## PROVIDED ENTRIES:
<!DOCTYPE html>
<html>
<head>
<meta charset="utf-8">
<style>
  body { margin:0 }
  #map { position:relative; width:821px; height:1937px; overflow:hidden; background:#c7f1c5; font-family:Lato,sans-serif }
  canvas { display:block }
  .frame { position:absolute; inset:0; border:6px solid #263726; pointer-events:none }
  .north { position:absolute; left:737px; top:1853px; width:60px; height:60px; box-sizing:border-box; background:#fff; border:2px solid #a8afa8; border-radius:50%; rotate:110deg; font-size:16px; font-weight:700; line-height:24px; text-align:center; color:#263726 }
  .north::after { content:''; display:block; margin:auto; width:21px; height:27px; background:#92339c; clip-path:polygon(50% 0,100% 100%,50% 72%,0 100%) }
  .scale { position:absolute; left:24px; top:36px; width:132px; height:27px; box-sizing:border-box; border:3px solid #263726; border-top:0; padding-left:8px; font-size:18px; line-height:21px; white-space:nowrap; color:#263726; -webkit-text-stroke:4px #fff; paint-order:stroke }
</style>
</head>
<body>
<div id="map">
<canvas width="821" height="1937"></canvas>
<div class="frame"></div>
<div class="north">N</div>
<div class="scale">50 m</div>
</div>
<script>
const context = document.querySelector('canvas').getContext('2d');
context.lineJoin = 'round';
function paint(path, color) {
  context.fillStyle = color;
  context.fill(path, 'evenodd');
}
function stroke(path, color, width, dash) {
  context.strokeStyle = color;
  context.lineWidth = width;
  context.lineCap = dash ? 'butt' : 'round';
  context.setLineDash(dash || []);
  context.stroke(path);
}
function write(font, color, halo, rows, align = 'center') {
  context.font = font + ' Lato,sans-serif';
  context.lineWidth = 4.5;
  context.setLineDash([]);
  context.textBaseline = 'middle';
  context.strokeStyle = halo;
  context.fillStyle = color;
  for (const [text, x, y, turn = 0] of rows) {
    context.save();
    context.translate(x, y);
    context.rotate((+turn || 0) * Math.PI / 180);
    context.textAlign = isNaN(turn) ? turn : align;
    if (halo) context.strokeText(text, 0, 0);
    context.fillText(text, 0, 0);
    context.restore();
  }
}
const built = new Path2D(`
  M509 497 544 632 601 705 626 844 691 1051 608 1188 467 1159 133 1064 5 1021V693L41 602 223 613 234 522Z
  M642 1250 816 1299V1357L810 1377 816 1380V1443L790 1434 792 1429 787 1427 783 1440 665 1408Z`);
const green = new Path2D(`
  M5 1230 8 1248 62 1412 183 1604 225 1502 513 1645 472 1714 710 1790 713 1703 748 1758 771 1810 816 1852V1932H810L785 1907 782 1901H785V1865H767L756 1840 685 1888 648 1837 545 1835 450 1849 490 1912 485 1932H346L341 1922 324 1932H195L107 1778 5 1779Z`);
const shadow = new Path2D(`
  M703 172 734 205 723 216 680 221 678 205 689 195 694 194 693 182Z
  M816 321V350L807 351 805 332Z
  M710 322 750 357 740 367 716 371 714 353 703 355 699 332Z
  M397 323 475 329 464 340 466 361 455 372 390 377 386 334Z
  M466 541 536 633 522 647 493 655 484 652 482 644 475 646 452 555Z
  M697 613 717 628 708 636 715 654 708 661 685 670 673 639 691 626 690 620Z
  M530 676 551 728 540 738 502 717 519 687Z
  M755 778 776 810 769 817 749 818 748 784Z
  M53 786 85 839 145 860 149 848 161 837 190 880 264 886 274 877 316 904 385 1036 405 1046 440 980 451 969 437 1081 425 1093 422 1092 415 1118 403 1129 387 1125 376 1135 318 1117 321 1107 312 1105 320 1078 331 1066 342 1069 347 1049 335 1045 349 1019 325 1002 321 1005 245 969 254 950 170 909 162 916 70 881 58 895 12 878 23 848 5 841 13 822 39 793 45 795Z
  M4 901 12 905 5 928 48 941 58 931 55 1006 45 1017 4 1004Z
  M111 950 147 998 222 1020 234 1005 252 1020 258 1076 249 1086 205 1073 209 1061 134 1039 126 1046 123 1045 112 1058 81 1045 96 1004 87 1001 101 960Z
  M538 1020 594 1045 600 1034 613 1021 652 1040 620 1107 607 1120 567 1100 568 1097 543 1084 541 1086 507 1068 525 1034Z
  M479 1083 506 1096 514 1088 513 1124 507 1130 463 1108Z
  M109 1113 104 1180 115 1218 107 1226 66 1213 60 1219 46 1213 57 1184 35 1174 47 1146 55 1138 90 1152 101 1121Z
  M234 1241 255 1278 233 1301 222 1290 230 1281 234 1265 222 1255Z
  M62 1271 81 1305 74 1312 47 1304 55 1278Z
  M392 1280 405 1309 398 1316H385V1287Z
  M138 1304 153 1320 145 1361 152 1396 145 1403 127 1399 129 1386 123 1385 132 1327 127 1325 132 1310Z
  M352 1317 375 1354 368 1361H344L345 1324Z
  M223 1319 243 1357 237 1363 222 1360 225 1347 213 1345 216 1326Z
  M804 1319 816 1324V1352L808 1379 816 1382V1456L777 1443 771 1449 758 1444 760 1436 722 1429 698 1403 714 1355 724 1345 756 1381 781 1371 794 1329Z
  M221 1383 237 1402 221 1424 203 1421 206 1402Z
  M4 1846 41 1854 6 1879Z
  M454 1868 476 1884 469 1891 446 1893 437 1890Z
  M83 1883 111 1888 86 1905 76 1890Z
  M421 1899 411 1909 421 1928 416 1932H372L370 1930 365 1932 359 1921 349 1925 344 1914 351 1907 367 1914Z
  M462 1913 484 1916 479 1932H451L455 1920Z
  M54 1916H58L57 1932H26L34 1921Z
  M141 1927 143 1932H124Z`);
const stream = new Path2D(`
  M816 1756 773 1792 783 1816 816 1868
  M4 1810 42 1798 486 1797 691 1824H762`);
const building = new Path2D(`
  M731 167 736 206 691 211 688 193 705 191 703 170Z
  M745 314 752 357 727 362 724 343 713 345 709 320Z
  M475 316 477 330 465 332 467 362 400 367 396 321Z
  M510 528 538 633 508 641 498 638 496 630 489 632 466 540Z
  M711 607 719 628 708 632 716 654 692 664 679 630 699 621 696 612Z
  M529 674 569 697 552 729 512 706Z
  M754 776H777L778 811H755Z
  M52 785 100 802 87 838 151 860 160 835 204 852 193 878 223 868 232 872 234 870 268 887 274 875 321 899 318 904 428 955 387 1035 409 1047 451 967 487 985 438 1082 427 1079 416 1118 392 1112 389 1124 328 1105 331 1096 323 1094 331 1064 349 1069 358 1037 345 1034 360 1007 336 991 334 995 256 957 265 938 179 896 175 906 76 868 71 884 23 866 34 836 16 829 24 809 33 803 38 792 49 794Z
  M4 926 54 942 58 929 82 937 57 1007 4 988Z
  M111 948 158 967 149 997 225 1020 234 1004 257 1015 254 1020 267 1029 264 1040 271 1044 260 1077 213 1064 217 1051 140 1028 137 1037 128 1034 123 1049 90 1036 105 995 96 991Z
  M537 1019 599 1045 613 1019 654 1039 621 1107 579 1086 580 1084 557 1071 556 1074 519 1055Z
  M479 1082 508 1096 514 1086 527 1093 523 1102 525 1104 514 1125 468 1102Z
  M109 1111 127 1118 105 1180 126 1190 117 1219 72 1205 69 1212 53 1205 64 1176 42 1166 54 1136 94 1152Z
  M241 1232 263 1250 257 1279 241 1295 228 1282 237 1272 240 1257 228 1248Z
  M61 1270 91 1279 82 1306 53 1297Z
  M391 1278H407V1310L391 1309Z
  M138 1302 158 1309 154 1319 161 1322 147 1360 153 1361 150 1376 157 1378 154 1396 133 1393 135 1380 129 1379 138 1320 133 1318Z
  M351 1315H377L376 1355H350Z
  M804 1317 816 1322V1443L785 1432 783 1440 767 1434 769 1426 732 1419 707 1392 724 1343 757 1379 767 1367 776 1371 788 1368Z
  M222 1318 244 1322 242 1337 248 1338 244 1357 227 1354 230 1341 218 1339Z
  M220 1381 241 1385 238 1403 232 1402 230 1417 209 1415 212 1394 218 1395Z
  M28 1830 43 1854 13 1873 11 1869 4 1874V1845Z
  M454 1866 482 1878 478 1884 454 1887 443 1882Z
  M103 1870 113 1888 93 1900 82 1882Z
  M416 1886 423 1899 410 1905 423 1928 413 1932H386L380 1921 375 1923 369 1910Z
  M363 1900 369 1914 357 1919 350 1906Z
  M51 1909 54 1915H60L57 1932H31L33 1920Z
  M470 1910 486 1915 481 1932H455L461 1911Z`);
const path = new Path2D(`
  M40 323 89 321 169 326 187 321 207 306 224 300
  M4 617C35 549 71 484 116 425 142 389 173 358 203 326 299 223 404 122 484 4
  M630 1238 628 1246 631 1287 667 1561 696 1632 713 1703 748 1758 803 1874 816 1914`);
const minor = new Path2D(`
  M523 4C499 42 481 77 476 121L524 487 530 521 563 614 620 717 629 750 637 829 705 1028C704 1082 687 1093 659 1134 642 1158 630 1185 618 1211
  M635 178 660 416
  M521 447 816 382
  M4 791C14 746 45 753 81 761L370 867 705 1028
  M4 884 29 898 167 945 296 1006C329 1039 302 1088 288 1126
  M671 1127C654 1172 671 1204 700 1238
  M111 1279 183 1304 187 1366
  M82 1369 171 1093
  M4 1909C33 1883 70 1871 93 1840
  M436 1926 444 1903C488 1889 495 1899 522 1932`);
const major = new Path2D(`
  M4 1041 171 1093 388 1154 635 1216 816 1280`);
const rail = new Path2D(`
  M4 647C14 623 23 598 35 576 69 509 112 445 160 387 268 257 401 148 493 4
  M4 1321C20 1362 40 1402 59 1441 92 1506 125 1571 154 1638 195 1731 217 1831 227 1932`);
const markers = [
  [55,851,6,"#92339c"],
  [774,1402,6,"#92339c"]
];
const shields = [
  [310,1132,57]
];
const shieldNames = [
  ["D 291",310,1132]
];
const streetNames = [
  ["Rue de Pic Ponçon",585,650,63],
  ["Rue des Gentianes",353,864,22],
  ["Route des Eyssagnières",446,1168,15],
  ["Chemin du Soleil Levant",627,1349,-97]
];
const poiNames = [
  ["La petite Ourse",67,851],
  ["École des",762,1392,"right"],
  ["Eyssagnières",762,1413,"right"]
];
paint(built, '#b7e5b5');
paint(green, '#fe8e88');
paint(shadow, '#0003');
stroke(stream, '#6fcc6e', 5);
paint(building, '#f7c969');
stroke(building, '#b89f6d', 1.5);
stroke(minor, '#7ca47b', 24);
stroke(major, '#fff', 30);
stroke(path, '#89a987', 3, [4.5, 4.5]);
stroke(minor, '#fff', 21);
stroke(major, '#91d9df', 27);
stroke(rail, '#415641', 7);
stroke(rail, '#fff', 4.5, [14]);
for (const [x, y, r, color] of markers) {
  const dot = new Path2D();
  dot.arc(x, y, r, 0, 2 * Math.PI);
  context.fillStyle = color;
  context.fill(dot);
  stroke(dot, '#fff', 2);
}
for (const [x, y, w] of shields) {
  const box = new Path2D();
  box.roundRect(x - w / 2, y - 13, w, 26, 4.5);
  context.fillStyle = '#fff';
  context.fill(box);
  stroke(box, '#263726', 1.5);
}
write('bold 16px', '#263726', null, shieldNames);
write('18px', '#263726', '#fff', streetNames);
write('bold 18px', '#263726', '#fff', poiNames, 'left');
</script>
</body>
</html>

## PROBLEM STATEMENT:
Where does the string "background" occur in the material? Copy every line where it does.

## RESPONSE BOX:
  #map { position:relative; width:821px; height:1937px; overflow:hidden; background:#c7f1c5; font-family:Lato,sans-serif }
  .north { position:absolute; left:737px; top:1853px; width:60px; height:60px; box-sizing:border-box; background:#fff; border:2px solid #a8afa8; border-radius:50%; rotate:110deg; font-size:16px; font-weight:700; line-height:24px; text-align:center; color:#263726 }
  .north::after { content:''; display:block; margin:auto; width:21px; height:27px; background:#92339c; clip-path:polygon(50% 0,100% 100%,50% 72%,0 100%) }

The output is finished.